Please repeat the records exactly from their first line, finishing at the line containing "path.moveTo(r[0], r[1]);" and including it.

━━ Records provided ━━

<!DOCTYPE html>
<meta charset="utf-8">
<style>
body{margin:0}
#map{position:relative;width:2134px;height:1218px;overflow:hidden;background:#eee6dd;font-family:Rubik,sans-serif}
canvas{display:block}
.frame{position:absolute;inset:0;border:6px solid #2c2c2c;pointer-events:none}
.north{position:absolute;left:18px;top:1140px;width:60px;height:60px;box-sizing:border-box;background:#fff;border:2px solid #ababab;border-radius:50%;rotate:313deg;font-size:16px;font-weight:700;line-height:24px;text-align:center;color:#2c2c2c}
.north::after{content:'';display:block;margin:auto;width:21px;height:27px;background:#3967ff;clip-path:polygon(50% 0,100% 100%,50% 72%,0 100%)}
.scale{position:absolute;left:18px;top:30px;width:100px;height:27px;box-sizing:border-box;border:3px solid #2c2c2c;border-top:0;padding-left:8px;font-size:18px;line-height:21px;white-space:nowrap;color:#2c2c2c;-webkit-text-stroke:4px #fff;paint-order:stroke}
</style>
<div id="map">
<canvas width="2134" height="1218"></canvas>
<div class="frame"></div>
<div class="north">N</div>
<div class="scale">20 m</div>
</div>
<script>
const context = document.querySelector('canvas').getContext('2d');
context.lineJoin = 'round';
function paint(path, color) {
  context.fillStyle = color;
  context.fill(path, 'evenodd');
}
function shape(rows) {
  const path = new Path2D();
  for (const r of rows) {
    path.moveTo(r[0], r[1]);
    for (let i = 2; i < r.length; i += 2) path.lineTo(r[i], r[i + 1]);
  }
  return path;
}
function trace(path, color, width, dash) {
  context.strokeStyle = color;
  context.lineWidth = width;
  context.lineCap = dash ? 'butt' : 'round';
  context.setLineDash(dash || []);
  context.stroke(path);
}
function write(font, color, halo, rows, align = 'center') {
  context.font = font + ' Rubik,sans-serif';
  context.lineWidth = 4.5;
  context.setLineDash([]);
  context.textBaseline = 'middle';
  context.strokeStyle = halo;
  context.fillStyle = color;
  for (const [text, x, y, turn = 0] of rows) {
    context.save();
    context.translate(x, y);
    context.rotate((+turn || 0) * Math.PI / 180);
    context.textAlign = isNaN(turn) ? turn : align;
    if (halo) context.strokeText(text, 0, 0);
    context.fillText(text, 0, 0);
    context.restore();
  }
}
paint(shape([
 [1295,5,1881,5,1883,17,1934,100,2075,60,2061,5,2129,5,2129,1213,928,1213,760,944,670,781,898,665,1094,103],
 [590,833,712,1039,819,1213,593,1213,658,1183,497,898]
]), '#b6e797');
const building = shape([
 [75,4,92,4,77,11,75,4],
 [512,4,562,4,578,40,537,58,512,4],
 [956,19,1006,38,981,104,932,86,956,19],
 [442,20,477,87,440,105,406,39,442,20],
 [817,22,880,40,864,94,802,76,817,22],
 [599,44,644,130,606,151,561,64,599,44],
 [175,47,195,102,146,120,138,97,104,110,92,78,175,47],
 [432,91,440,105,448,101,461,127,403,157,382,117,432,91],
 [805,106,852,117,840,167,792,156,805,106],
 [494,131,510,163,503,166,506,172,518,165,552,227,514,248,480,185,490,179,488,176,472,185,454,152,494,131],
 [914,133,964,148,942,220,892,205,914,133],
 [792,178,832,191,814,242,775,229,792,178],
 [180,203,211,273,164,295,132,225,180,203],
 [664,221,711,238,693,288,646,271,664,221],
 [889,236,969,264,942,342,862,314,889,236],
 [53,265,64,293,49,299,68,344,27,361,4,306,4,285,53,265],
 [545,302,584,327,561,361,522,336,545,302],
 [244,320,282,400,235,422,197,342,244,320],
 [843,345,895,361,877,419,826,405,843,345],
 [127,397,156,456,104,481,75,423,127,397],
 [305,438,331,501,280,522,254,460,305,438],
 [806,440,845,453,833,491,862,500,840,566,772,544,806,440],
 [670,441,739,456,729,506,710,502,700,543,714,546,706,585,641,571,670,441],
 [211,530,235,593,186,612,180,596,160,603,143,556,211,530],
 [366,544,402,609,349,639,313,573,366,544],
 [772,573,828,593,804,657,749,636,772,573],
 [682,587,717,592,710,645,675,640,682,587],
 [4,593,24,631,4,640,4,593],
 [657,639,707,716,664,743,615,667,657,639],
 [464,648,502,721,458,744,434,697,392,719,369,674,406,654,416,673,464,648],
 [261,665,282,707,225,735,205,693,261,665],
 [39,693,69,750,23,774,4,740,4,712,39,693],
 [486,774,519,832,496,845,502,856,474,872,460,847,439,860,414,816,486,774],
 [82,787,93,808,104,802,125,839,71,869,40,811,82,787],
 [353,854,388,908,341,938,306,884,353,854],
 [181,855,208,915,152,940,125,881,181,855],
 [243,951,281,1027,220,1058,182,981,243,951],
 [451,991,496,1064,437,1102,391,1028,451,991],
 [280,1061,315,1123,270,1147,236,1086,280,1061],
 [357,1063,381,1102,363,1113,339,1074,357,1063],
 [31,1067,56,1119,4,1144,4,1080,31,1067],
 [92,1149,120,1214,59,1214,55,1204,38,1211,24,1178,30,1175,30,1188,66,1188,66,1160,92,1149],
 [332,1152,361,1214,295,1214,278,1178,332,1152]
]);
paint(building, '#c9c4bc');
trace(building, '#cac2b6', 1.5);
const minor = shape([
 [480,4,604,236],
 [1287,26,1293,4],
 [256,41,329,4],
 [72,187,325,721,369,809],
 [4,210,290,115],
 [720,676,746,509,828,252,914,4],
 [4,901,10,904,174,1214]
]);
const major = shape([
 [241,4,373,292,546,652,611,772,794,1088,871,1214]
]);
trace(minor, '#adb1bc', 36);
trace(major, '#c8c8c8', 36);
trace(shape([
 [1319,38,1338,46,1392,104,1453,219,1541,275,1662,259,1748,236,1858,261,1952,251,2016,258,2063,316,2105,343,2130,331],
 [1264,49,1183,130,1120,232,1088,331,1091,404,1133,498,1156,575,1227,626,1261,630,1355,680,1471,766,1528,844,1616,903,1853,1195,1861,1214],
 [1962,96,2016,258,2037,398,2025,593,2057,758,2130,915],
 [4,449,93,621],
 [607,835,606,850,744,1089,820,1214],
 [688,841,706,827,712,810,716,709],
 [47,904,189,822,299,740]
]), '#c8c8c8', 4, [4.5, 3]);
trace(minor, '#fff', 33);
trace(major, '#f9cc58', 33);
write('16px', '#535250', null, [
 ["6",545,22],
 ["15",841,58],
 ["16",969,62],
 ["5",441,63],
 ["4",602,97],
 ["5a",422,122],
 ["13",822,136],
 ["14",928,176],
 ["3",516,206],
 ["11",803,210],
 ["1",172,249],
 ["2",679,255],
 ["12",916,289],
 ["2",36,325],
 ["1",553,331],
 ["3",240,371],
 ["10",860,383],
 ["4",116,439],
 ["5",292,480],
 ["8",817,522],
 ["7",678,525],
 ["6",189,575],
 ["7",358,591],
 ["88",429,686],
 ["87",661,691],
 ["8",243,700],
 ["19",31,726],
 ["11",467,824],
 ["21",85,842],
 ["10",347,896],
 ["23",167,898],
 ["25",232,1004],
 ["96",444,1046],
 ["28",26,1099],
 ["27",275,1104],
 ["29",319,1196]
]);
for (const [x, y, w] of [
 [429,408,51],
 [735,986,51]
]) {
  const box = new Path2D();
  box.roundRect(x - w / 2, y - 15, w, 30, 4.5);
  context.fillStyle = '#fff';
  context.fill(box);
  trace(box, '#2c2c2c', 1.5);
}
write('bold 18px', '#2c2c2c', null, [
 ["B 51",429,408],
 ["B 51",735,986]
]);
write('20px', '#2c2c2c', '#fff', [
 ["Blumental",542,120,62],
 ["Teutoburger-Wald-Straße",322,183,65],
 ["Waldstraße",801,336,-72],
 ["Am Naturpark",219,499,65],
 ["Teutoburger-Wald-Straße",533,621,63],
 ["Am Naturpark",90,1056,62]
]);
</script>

━━━

- [Task output]
<!DOCTYPE html>
<meta charset="utf-8">
<style>
body{margin:0}
#map{position:relative;width:2134px;height:1218px;overflow:hidden;background:#eee6dd;font-family:Rubik,sans-serif}
canvas{display:block}
.frame{position:absolute;inset:0;border:6px solid #2c2c2c;pointer-events:none}
.north{position:absolute;left:18px;top:1140px;width:60px;height:60px;box-sizing:border-box;background:#fff;border:2px solid #ababab;border-radius:50%;rotate:313deg;font-size:16px;font-weight:700;line-height:24px;text-align:center;color:#2c2c2c}
.north::after{content:'';display:block;margin:auto;width:21px;height:27px;background:#3967ff;clip-path:polygon(50% 0,100% 100%,50% 72%,0 100%)}
.scale{position:absolute;left:18px;top:30px;width:100px;height:27px;box-sizing:border-box;border:3px solid #2c2c2c;border-top:0;padding-left:8px;font-size:18px;line-height:21px;white-space:nowrap;color:#2c2c2c;-webkit-text-stroke:4px #fff;paint-order:stroke}
</style>
<div id="map">
<canvas width="2134" height="1218"></canvas>
<div class="frame"></div>
<div class="north">N</div>
<div class="scale">20 m</div>
</div>
<script>
const context = document.querySelector('canvas').getContext('2d');
context.lineJoin = 'round';
function paint(path, color) {
  context.fillStyle = color;
  context.fill(path, 'evenodd');
}
function shape(rows) {
  const path = new Path2D();
  for (const r of rows) {
    path.moveTo(r[0], r[1]);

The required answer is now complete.